Although denosumab was successful in facilitating surgical resection in our series, our patient with the distal femur GCTB had a local tumor recurrence necessitating a second surgery. Recently, concern has been raised that denosumab may even increase the risk of local recurrence in patients with GCTB of the extremities, specifically after curettage.10 Errani and colleagues reported in a retrospective review that 60% of patients with GCTB of the extremities who had been treated with denosumab and curettage had a local recurrence, compared with 16% of patients treated with curettage alone.10 In addition, 80% of patients treated with denosumab and curettage achieved joint preservation, compared with 94% of patients who underwent curettage alone. Denosumab was the only independent factor associated with an inferior prognosis for recurrence‐free survival and joint preservation after a median of 7 years’ follow‐up.10

In addition to the observations of Errani and colleagues,10 Traub and colleagues reported that the new osseous tumor matrix and thickened cortical bone that developed after denosumab treatment raised new surgical challenges by impairing the surgeon's ability to delineate the true extent of the tumor.11 These authors theorized that tumor cells might be better able to hide within the thickened cortex and subchondral bone tissue, which might in turn increase the frequency of local recurrence.11 Of relevance to these tumoral considerations, we observed an escape from suppressed bone resorption, with a precipitous rise to above baseline in serum CTX by 5 months post‐denosumab initiation, while receiving monthly denosumab dosing. The notion of “rebound effect” is emerging for a number of clinical outcomes in the denosumab treatment setting, including rebound vertebral fractures and loss of bone mineral density after denosumab discontinuation in women with postmenopausal osteoporosis.12 Rebound hypercalcemia in young children with osteogenesis imperfecta while on active therapy13, 14, 15 and in two adolescents and one young adult with GCTB have also been described. With respect to side effects, although not observed in our patients, Uday and colleagues reported one adolescent with denosumab‐treated GCTB who experienced osteonecrosis of the jaw.15 This adolescent received a significantly larger cumulative dose of denosumab than our patients (5520 mg compared with an average cumulative dose of 1500 mg in our patients).
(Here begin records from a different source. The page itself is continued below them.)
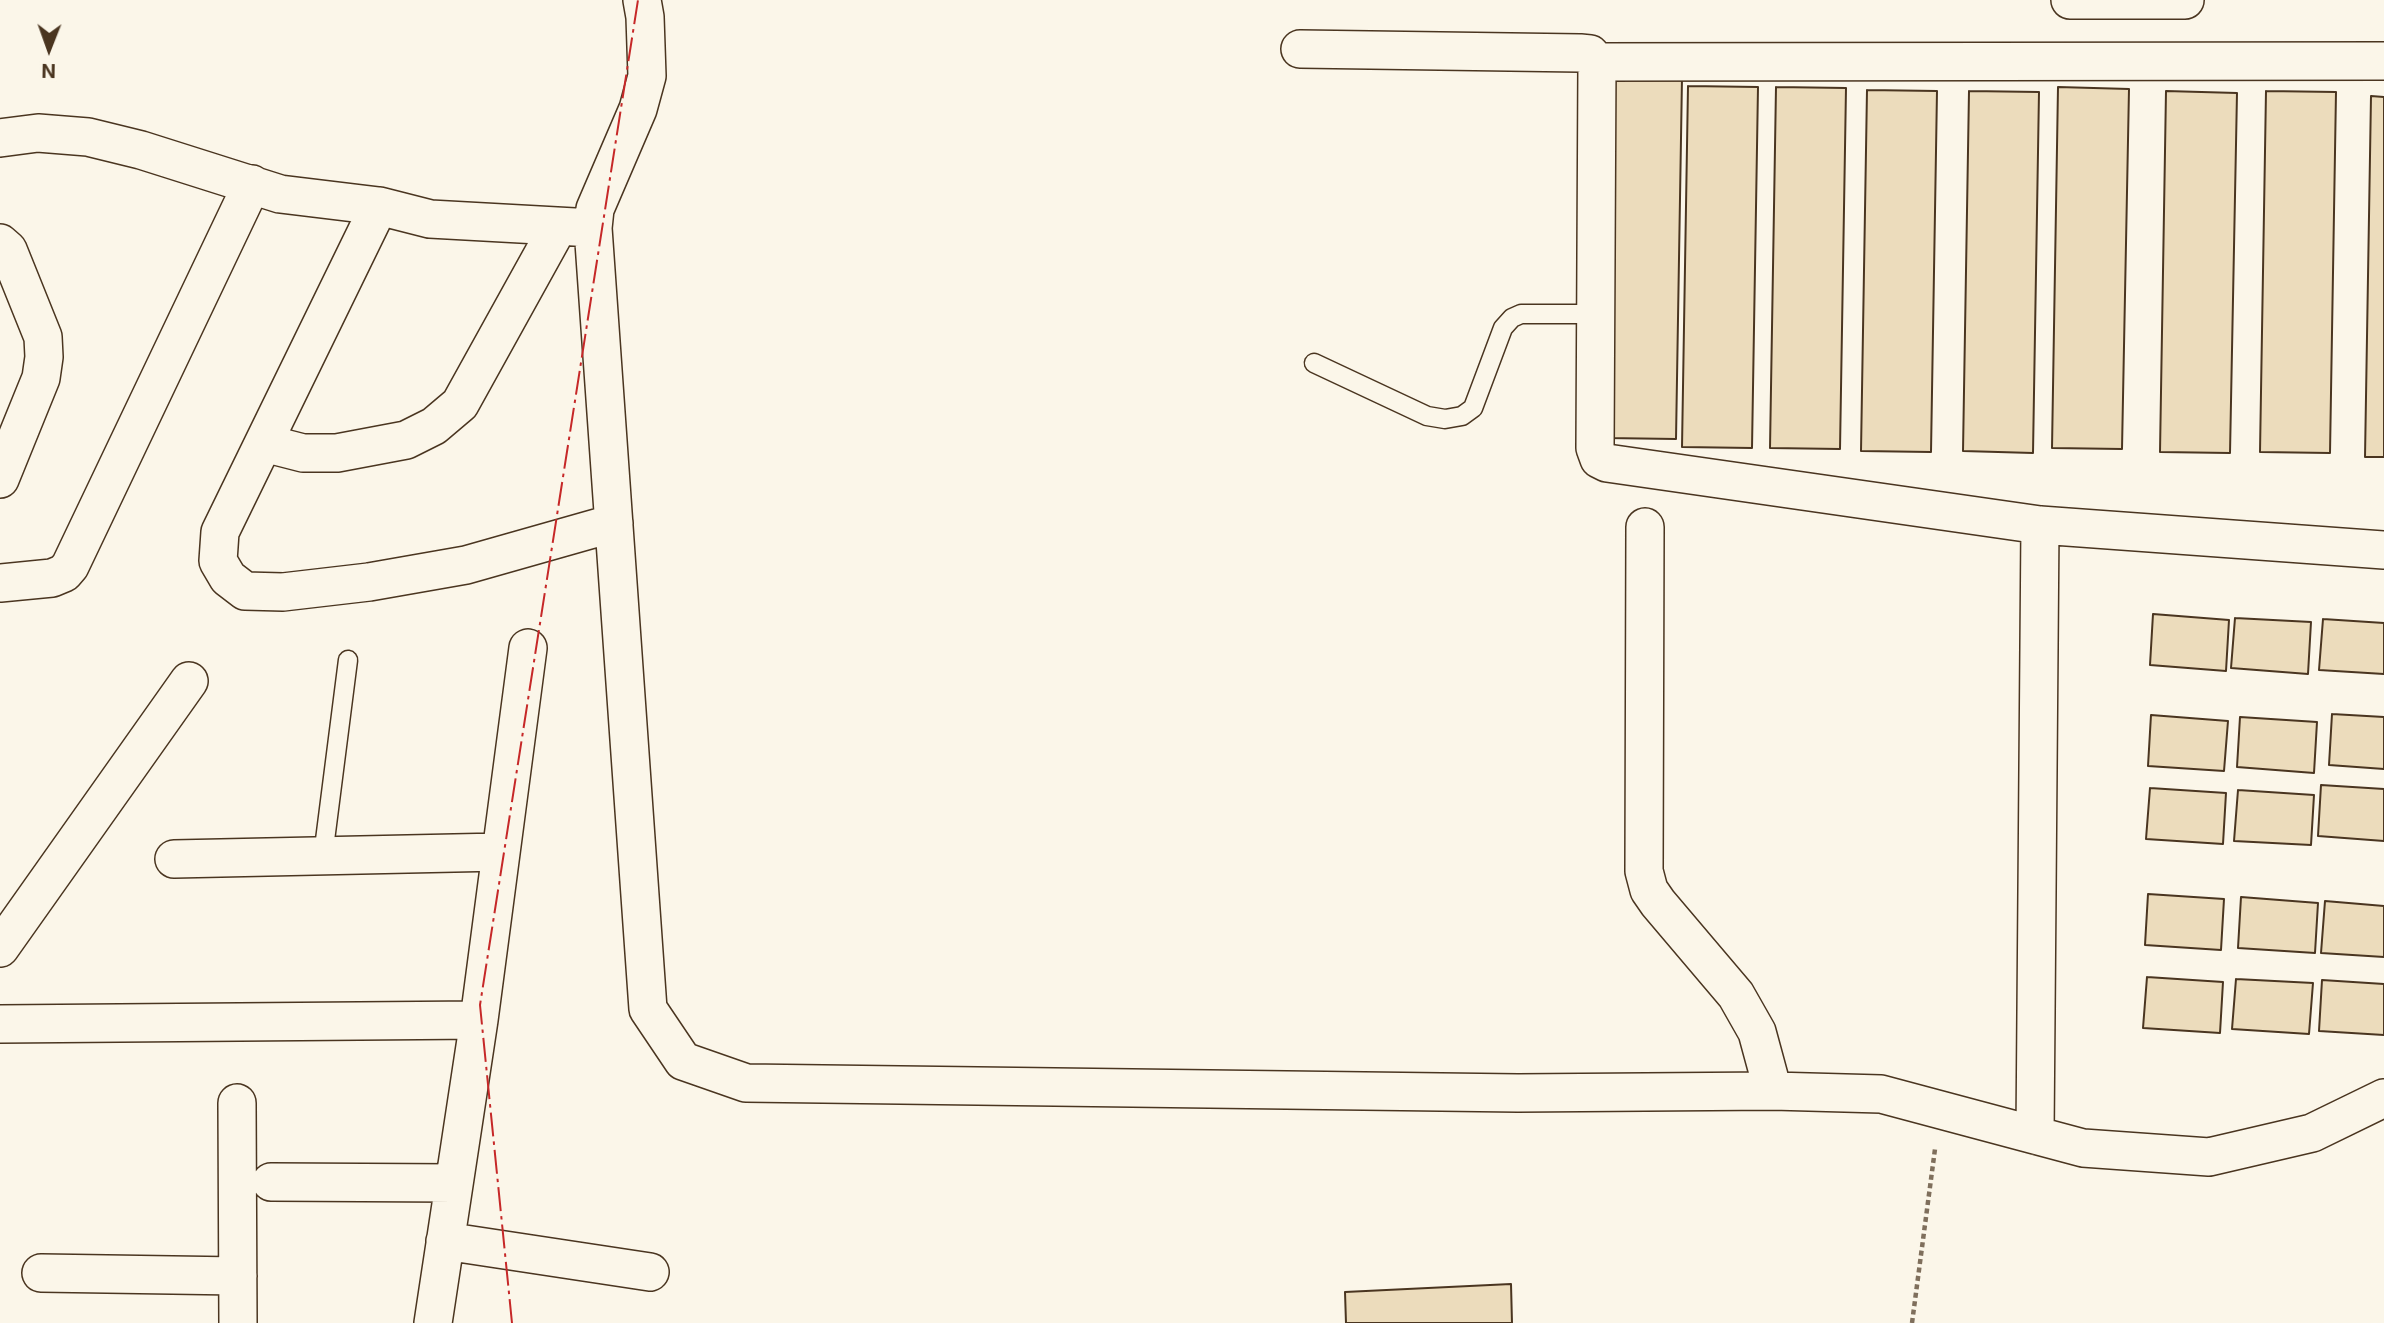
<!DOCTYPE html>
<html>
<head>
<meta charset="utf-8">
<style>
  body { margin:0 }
  #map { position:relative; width:2384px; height:1323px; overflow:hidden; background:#fbf6e9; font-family:Inter,sans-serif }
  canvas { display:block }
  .north { position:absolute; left:14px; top:14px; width:70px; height:70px; -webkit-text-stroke:5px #fbf6e9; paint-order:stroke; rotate:181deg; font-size:19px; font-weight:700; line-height:28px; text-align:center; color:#4a3520 }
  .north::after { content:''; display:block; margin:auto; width:24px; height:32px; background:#4a3520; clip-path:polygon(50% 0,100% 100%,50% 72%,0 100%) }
</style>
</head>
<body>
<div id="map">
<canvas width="2384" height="1323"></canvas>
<div class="north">N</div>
</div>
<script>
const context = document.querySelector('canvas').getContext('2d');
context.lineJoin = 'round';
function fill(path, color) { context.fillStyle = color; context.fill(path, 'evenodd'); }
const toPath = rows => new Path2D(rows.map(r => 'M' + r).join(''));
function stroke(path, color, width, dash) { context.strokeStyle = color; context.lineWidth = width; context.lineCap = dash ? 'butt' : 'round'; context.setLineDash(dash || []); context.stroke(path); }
const building = toPath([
  [1612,77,1682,78,1676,439,1606,438,1612,77],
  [1688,86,1758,87,1752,448,1682,447,1688,86],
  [1776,87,1846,88,1840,449,1770,448,1776,87],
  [2058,87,2129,89,2122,449,2052,448,2058,87],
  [1867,90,1937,91,1931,452,1861,451,1867,90],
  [1969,91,2039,92,2033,453,1963,451,1969,91],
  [2166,91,2237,93,2230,453,2160,452,2166,91],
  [2266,91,2336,92,2330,453,2260,452,2266,91],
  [2371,96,2384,97,2384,457,2365,457,2371,96],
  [2153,614,2229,620,2226,671,2150,665,2153,614],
  [2235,618,2311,622,2308,674,2231,668,2235,618],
  [2323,619,2384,623,2384,674,2319,670,2323,619],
  [2332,714,2384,717,2384,769,2329,765,2332,714],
  [2151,715,2228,721,2224,771,2148,766,2151,715],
  [2240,717,2317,722,2314,773,2237,767,2240,717],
  [2321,785,2384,789,2384,841,2318,836,2321,785],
  [2150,788,2226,793,2223,844,2146,839,2150,788],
  [2238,790,2314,795,2311,845,2234,841,2238,790],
  [2148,894,2224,899,2221,950,2145,945,2148,894],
  [2241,897,2318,903,2315,953,2238,948,2241,897],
  [2325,901,2384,906,2384,957,2321,953,2325,901],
  [2147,977,2223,982,2220,1033,2143,1028,2147,977],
  [2236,979,2313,983,2309,1034,2232,1029,2236,979],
  [2322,980,2384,984,2384,1035,2319,1031,2322,980],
  [1511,1284,1512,1323,1346,1323,1345,1292,1511,1284]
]);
fill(building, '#ecdcbc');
stroke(building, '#4a3520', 2);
const service = toPath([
  [1314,363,1427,416,1445,419,1462,416,1473,408,1503,328,1512,318,1521,314,1596,314],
  [323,856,348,660]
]);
const minor = toPath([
  [642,0,645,17,647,76,638,109,595,209,593,228,648,1009,683,1061,746,1083,1518,1093,1773,1091,1881,1094,2083,1148,2209,1157,2312,1133,2384,1098],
  [2070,0,2185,0],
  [1300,49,1580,53,1590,54,1597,62,1595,448,1599,459,1607,463,2040,525,2384,550],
  [1597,62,2384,61],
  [0,138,38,133,88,137,141,150,280,194,379,206,430,219,593,228],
  [379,206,220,532,218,561,228,578,245,591,283,592,369,582,466,565,614,523],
  [0,243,8,250,43,337,44,357,41,378,0,479],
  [264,443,303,453,337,453,406,440,434,426,460,404,558,227],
  [1645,527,1644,871,1649,890,1658,903,1736,995,1757,1032,1773,1091],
  [0,583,52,578,64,573,70,566,252,184],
  [174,859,501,852],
  [0,948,189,681],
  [0,1024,479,1020],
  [237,1103,238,1323],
  [2035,1135,2040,525],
  [271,1182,454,1183],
  [445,1241,650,1272],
  [41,1273,238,1276],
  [433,1323,479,1020,528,648]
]);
stroke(service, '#4a3520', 21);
stroke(minor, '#4a3520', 40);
stroke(toPath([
  [1912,1323,1935,1149]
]), '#7f6f5c', 4.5, [5, 3.5]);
stroke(service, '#fbf6e9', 18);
stroke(minor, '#fbf6e9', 37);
stroke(toPath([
  [512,1323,480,1005,638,0]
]), '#c62828', 2, [24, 5, 3.5, 5]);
</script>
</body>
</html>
In summary, denosumab was effective for GCTB regression, facilitating surgical resection, and in alleviating symptoms before resection. Neither hypo‐ nor rebound hypercalcemia were observed with our calcium and vitamin D management protocol. On the other hand, the local recurrence of a distal femur GCTB after curettage, combined with recent observations in the literature that denosumab is associated with an increased risk of recurrence after this surgical technique,10 raises the need for further studies to understand the benefits and risks of denosumab in the GCTB setting.

Disclosures

LMW has been a consultant to and is participating in clinical trials with Amgen. All other authors state that they have no conflicts of interest.